Saved entries
==================================================
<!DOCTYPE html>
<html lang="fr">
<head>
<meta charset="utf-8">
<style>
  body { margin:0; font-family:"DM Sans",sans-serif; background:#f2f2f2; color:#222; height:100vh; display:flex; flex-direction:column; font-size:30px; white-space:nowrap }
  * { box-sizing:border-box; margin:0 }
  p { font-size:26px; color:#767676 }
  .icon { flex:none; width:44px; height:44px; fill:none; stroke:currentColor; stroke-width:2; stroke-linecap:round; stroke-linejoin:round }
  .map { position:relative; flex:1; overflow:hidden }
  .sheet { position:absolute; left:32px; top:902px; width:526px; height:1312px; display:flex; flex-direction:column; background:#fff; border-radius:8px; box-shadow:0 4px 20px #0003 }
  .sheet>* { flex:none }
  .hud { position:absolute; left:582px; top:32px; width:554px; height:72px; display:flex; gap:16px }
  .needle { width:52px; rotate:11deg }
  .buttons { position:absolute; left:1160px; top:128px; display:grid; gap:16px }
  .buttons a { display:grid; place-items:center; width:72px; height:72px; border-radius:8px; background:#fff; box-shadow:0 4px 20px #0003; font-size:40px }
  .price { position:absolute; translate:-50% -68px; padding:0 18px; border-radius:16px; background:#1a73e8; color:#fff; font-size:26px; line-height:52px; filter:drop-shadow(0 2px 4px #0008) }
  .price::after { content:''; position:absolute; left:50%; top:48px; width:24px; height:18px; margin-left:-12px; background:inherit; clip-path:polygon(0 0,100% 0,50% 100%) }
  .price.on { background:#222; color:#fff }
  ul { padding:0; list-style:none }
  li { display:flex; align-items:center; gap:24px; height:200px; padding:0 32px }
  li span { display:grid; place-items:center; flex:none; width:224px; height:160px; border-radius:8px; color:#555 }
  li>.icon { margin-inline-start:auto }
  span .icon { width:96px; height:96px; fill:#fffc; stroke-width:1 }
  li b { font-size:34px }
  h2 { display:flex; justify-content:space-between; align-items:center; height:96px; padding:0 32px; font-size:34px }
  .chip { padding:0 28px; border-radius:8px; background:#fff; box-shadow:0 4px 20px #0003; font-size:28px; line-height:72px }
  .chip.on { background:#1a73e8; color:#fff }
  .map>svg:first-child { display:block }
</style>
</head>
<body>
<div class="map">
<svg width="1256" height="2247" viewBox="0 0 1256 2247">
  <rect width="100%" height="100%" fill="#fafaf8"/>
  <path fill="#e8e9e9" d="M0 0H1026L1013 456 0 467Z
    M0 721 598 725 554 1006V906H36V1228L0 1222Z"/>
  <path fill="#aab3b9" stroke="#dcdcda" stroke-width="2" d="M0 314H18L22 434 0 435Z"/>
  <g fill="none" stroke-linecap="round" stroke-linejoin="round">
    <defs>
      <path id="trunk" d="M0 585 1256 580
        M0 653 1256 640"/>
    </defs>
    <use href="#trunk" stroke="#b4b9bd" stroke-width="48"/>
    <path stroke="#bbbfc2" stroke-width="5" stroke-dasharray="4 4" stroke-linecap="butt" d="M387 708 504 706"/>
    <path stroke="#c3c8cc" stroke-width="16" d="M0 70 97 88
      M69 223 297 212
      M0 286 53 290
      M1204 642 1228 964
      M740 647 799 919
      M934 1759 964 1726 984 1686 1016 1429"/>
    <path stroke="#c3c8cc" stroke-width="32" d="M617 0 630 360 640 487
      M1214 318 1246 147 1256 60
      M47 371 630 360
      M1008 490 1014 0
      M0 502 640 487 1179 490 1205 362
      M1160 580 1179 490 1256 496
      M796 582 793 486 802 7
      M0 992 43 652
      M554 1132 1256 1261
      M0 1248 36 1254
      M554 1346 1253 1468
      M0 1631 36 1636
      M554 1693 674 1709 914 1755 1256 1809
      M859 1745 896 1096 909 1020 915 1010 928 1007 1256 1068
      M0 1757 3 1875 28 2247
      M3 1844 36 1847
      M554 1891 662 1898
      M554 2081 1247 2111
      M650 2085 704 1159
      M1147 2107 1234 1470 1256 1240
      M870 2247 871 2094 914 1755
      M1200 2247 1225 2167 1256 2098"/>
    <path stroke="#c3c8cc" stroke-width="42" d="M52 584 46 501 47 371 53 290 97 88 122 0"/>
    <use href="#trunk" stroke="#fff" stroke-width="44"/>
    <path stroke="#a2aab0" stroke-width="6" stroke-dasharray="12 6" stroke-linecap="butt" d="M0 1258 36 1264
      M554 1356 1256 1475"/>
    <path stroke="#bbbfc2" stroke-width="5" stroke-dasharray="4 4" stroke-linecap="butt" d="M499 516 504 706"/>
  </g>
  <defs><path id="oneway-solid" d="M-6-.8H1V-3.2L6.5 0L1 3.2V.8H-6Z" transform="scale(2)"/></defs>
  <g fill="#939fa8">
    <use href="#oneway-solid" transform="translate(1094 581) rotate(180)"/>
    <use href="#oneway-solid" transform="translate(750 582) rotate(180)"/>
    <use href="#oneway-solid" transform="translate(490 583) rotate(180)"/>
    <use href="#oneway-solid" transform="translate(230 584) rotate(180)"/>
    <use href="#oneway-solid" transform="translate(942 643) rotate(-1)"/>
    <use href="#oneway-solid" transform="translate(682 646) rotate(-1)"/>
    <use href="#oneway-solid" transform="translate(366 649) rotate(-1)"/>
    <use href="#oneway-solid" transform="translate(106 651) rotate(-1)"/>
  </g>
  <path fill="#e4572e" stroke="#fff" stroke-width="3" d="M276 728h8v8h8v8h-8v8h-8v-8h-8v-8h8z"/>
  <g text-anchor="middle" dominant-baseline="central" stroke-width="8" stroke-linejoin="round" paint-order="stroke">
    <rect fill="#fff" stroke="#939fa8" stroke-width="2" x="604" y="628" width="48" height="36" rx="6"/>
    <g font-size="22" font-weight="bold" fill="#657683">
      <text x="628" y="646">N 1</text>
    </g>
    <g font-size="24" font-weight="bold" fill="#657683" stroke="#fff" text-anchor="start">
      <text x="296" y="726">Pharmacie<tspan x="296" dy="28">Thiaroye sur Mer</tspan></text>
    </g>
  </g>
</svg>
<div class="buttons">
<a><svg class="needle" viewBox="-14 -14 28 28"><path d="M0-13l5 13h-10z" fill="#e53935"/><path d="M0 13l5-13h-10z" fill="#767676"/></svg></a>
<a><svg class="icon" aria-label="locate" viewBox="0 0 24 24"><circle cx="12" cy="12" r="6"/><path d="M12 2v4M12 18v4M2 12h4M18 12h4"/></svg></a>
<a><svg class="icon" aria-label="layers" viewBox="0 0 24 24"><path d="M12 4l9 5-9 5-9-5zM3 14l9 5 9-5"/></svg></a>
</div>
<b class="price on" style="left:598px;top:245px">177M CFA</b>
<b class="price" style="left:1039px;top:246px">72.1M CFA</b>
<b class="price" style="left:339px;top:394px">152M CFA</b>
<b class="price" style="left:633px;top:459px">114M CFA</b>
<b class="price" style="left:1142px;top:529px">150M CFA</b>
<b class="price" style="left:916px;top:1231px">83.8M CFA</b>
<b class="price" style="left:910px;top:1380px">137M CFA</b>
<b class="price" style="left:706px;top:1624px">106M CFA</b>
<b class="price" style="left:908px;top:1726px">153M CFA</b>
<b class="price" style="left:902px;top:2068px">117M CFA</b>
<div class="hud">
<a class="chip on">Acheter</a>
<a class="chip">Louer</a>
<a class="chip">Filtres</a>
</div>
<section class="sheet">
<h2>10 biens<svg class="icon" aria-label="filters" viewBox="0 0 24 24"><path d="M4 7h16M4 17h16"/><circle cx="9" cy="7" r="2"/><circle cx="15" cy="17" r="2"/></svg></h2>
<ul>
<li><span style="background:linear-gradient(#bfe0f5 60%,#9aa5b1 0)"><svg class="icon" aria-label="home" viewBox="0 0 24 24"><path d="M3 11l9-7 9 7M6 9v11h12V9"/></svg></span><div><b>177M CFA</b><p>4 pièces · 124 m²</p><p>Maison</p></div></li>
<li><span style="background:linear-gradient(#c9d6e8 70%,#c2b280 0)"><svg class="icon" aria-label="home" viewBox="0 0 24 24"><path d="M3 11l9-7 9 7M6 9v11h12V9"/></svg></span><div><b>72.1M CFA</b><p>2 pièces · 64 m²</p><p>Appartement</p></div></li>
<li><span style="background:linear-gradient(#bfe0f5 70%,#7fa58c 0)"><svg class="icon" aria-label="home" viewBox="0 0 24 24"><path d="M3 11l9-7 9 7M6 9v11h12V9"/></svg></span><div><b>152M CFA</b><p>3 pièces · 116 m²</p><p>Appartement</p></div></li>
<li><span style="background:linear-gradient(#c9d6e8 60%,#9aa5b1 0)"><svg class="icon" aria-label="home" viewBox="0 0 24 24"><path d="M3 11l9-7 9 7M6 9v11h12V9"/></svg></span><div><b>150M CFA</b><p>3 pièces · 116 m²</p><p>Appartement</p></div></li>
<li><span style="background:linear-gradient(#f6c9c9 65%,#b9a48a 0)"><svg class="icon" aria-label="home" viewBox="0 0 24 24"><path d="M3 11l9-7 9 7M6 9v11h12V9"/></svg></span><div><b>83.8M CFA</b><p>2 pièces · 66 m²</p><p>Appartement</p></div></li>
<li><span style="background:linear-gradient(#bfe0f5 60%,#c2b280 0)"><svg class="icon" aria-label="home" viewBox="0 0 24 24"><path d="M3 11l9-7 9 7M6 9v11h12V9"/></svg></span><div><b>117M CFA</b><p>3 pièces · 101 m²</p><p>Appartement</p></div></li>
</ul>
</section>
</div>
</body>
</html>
==================================================
**What is needed**
Reproduce only the lines above spanning from the line containing "position:absolute; left:1160px; top:128px;" through the line containing "width:96px; height:96px; fill:#fffc;", word for word.

**Your solution**
  .buttons { position:absolute; left:1160px; top:128px; display:grid; gap:16px }
  .buttons a { display:grid; place-items:center; width:72px; height:72px; border-radius:8px; background:#fff; box-shadow:0 4px 20px #0003; font-size:40px }
  .price { position:absolute; translate:-50% -68px; padding:0 18px; border-radius:16px; background:#1a73e8; color:#fff; font-size:26px; line-height:52px; filter:drop-shadow(0 2px 4px #0008) }
  .price::after { content:''; position:absolute; left:50%; top:48px; width:24px; height:18px; margin-left:-12px; background:inherit; clip-path:polygon(0 0,100% 0,50% 100%) }
  .price.on { background:#222; color:#fff }
  ul { padding:0; list-style:none }
  li { display:flex; align-items:center; gap:24px; height:200px; padding:0 32px }
  li span { display:grid; place-items:center; flex:none; width:224px; height:160px; border-radius:8px; color:#555 }
  li>.icon { margin-inline-start:auto }
  span .icon { width:96px; height:96px; fill:#fffc; stroke-width:1 }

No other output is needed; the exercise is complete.